------ Supplied data
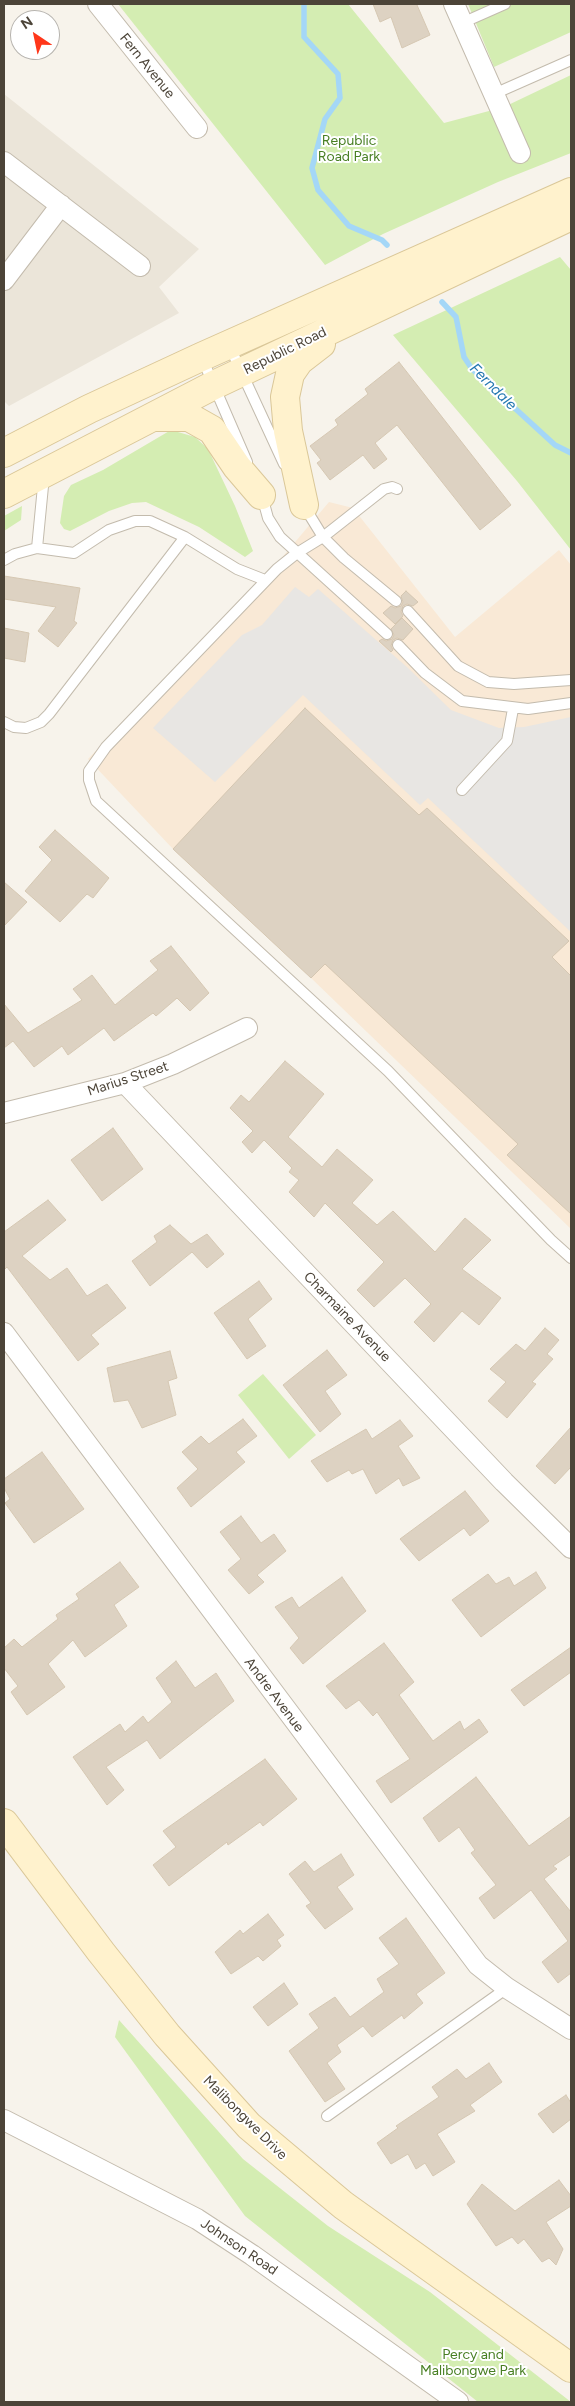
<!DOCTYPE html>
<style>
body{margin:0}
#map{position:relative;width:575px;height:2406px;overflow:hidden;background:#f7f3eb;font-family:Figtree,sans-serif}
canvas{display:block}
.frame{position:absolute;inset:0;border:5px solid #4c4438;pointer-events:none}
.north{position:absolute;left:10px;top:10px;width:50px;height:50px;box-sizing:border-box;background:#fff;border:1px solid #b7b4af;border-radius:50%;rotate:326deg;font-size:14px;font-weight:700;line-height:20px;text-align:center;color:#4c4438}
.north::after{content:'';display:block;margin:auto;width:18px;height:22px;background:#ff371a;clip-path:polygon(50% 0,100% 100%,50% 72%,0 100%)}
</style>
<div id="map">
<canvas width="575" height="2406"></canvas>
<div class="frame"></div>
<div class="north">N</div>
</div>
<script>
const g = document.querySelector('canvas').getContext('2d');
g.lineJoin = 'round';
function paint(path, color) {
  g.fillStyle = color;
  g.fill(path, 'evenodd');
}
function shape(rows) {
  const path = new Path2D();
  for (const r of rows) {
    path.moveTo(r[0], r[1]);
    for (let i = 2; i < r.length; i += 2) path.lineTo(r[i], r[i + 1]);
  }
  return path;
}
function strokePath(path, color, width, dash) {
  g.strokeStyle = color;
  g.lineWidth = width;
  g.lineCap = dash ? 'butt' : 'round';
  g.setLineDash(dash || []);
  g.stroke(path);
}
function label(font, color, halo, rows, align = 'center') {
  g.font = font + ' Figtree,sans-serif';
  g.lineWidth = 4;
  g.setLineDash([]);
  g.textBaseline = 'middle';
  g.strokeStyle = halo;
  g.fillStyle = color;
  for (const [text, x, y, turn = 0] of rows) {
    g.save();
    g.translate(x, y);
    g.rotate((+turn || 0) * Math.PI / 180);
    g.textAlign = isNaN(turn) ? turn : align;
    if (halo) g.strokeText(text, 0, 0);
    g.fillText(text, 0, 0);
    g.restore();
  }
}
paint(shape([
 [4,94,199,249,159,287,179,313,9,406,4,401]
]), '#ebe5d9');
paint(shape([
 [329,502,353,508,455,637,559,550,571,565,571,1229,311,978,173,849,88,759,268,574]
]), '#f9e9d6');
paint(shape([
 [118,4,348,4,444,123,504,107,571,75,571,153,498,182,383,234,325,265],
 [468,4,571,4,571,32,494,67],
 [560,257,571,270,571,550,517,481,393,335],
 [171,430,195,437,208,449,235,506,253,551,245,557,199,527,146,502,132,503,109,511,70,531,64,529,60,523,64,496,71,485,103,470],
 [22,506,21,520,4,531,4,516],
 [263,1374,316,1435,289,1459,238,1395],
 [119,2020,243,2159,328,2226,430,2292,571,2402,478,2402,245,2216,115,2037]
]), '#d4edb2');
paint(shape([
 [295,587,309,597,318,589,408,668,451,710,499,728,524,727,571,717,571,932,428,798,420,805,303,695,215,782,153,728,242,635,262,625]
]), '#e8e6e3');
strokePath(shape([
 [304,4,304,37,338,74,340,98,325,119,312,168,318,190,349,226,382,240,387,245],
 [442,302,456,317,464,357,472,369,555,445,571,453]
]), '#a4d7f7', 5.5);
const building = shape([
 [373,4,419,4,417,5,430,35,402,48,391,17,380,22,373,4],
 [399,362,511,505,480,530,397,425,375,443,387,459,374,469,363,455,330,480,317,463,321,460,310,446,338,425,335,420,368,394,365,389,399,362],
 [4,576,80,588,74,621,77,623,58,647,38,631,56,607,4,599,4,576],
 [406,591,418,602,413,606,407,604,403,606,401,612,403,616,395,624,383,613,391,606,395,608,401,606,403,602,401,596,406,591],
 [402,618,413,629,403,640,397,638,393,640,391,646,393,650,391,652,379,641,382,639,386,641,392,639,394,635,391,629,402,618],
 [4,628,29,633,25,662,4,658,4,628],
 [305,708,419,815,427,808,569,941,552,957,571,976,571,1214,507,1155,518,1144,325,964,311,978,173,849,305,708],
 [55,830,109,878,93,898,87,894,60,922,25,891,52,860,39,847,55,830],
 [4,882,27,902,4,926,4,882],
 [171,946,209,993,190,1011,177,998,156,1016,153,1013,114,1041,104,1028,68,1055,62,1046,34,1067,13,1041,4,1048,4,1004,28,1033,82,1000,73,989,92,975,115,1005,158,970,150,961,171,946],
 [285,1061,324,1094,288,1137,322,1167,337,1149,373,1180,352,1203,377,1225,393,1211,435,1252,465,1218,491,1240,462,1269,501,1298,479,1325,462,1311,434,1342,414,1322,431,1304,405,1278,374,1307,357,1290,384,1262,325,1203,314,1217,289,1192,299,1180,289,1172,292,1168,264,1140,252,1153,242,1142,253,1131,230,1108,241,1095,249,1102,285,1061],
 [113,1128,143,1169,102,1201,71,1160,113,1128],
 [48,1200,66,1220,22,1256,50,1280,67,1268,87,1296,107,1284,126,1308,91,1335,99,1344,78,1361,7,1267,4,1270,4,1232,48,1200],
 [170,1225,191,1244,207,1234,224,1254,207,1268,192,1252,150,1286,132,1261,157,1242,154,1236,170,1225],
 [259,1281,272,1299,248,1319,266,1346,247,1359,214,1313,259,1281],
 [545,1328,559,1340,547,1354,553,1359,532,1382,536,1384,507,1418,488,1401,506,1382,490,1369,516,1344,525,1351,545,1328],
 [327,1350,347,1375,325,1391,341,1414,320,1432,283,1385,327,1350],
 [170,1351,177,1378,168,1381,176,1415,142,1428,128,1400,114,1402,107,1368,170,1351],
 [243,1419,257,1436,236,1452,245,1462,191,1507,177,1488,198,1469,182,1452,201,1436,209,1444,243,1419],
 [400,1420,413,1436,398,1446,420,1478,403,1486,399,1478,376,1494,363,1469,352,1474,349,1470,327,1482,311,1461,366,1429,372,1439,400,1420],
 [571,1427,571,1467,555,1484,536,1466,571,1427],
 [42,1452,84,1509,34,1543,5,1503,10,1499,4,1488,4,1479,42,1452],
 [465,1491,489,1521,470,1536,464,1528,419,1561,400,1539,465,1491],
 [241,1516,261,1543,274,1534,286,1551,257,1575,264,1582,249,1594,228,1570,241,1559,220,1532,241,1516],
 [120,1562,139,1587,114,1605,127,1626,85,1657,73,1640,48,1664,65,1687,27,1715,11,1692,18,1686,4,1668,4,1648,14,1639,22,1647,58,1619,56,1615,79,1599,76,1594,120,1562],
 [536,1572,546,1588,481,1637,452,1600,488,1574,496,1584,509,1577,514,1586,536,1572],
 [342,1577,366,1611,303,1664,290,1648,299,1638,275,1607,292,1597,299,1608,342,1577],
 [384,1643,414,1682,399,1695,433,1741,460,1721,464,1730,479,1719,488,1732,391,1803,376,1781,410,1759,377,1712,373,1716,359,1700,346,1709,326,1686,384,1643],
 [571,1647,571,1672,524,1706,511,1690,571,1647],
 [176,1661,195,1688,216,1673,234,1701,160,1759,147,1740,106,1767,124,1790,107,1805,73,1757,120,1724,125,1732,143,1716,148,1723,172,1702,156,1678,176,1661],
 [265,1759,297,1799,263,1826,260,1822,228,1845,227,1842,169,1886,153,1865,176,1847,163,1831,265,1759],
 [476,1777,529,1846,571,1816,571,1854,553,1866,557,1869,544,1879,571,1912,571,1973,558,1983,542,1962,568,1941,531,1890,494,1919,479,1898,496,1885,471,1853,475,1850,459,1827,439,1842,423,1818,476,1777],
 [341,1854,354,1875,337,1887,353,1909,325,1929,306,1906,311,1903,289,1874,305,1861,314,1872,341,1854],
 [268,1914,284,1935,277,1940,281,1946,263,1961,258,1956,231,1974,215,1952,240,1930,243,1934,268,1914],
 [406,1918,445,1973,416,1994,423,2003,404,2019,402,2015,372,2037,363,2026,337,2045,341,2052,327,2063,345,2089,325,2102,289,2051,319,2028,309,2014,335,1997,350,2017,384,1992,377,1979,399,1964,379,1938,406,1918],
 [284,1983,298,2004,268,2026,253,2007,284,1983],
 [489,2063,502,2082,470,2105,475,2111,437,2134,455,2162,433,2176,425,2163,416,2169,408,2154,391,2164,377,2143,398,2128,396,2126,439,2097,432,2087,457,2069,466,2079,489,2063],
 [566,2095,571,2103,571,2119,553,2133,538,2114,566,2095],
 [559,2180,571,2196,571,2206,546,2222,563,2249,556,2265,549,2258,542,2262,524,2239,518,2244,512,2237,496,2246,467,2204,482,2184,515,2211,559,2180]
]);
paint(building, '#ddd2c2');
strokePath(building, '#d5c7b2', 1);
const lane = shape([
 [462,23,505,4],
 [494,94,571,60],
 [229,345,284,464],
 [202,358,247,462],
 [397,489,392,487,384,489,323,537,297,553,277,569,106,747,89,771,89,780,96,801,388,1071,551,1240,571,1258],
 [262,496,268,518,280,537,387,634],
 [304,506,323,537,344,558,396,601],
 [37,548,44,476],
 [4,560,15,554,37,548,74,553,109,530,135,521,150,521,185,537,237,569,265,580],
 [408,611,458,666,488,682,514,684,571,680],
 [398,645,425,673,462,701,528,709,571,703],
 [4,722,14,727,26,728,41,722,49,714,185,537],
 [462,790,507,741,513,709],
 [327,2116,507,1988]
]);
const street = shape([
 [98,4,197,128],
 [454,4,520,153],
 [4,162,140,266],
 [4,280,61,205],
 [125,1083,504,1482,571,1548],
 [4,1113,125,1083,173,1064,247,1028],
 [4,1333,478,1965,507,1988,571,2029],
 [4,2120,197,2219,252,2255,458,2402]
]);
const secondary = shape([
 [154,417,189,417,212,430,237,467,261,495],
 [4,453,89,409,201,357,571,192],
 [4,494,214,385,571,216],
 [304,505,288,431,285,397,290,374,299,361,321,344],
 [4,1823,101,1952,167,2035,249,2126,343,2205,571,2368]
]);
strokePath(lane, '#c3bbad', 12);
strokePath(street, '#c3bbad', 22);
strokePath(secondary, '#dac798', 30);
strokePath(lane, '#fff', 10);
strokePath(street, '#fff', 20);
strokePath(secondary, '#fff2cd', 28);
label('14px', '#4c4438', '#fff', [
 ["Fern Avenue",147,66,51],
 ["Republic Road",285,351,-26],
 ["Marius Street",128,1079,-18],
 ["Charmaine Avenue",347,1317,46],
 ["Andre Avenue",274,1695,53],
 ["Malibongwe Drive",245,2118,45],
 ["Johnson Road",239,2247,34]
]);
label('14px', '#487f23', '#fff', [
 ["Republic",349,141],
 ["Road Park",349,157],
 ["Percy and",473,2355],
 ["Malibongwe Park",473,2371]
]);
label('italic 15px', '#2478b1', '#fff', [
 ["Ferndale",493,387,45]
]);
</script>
------------
Pull out every line of the records above that contains the word "strokeStyle".

Solution for this problem -
  g.strokeStyle = color;
  g.strokeStyle = halo;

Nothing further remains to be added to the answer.